The Iranian regime has always insisted that the arrest of the three American hikers held in Tehran for the past 11 months on espionage charges occurred on its territory, close to the frontier with Iraqi Kurdistan. But a new report by the Investigative Fund and the Nation magazine strongly suggests that the hikers -- including independent journalist Shane Bauer, his fiancée Sarah Shourd, and their friend Joshua Fattal -- were actually seized by Iranian police officers on the Iraqi side of the border.
Two eyewitnesses who observed the incident on July 21, 2009, say that as the hikers descended a mountain on the poorly marked border, uniformed Iranian police border guards "waved the hikers toward the Iranian side" in a threatening manner, then fired a warning shot into the air. Then the guards ventured a few yards into Iraqi territory -- where they lacked any authority -- and apprehended them.

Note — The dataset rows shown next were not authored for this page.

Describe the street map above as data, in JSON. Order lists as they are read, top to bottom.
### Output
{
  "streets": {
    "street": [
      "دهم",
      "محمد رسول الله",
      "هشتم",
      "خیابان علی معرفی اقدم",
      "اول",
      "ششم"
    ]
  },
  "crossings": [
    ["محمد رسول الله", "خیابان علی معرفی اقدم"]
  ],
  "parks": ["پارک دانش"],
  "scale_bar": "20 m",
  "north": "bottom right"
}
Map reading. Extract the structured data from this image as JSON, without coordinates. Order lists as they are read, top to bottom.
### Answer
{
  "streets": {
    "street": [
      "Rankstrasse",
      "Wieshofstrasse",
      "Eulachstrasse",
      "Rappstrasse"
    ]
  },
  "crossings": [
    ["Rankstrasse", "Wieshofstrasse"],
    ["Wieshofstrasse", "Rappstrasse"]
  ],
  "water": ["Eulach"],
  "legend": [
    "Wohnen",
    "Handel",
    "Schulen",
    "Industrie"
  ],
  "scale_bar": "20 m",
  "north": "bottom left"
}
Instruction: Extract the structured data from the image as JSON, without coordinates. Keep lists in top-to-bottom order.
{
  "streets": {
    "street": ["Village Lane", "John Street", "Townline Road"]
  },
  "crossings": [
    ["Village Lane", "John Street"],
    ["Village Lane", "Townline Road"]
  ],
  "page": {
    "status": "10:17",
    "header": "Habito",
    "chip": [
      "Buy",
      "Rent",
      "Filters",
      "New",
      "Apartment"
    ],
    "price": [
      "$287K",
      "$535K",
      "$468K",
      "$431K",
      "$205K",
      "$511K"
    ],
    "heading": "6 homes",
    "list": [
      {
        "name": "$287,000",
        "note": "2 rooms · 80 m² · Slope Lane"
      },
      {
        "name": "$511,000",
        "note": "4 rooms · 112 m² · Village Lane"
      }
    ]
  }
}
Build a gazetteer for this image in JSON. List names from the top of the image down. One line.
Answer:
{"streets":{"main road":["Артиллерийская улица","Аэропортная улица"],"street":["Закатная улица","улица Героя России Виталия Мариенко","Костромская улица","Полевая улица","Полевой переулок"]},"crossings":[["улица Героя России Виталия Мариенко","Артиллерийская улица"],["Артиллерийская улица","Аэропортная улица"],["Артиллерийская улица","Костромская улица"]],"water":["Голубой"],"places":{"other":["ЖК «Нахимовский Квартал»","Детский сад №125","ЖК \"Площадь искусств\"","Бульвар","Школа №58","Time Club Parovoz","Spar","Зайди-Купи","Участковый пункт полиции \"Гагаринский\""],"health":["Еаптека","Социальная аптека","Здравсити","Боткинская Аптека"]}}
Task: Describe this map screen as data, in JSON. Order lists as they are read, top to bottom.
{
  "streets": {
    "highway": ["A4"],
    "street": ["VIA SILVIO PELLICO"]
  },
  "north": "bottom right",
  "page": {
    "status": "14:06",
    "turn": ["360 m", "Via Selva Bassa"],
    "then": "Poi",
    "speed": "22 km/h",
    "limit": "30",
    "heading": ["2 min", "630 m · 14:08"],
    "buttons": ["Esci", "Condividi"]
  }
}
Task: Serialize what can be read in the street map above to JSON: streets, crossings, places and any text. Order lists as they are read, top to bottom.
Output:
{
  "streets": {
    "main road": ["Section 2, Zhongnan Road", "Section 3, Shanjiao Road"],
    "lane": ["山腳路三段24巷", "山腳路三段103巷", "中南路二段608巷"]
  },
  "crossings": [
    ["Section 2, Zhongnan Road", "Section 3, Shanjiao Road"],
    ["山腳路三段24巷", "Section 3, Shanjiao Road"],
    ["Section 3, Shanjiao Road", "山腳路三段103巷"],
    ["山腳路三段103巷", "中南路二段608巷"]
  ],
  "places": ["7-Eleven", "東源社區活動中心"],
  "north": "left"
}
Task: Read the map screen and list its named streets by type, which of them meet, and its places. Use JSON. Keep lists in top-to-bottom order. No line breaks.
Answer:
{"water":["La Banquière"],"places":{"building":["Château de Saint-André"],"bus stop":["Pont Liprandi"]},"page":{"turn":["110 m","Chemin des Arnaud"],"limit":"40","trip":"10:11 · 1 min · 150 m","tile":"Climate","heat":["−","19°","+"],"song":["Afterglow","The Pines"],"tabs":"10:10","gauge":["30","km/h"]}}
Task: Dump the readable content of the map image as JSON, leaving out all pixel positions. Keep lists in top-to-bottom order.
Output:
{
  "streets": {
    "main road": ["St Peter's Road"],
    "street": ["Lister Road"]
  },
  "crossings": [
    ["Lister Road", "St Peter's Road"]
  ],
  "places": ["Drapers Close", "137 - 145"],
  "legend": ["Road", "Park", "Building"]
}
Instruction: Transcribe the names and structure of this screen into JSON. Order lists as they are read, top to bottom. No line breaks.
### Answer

The witness statements corroborate remarks made by Bauer last May 20, during a televised meeting between the hikers and their mothers at a hotel in Tehran. At the time, Bauer said they had not walked into Iran, as the government had charged, but then stopped abruptly, saying, "We can't really talk about that." Not long after the original arrest, in August 2009, London’s Daily Telegraph quoted a local tribal leader saying he knew that the hikers "were targeted and captured by a group that came over from Iran, ignoring Iraq's sovereignty."
The underlying motive for the arrests remains uncertain But the five-month investigation also reveals that the commanding officer of the Revolutionary Guard intelligence unit in that region, who initially took custody of the hikers, was shortly afterward placed under arrest himself. The intelligence chief, Lt. Col. Heyva Taab, has turned out to be a highly suspicious character, according to sources in Iran and bulletins posted on a local website, Kurdistan Va Kurdnews, which claim that Taab was the single most powerful figure in Iran's Kurdistan province before his fall.
Since then, those sources say, Taab has been implicated in an enormous smuggling enterprise that was responsible for "dozens of murders, rapes and kidnappings." His alleged and highly colorful crimes, which the story describes in detail, have become the subject of numerous lawsuits by the families of victims. Taab reportedly awaits execution in a Tehran prison.
Written by a courageous Iranian journalist who goes by the pen name of Babak Sarfaraz, the story places the detention of the hikers within the context of political and armed conflict between the Islamic Republic and the Kurdish communities demanding regional autonomy. (Here I should note again that I'm an editor of the Investigative Fund, which has also supported Bauer's reporting in the past.)
Although Iranian officials say that the hikers will soon be put on trial for espionage, the Taab case may complicate the government's case:
"These new revelations, if indeed true, show the hikers have been victims of political machinations and manipulation," said Hadi Ghaemi, executive director of the International Campaign for Human Rights in Iran. "The fact that they have been held for so long without prosecution strongly supports this trend. Under Iranian laws, they have committed no crime and should be released immediately. Their Iranian lawyer, who has studied the judicial files against them, has consistently maintained the only charge against them is illegal entry, which is subject to a fine and not arbitrary detention for so long. With this new information, even that charge appears fabricated, and there is no basis for holding them."
Friends and family of Bauer, Shourd and Fattal are seeking their release through Free the Hikers, which organizes support and statements on their behalf, most recently including appeals from Desmond Tutu, Noam Chomsky, Cindy Sheehan, former U.N. High Commissioner for Human Rights Louise Arbour, and Nobel Peace Prize winners Mairead Maguire and Betty Williams of Northern Ireland.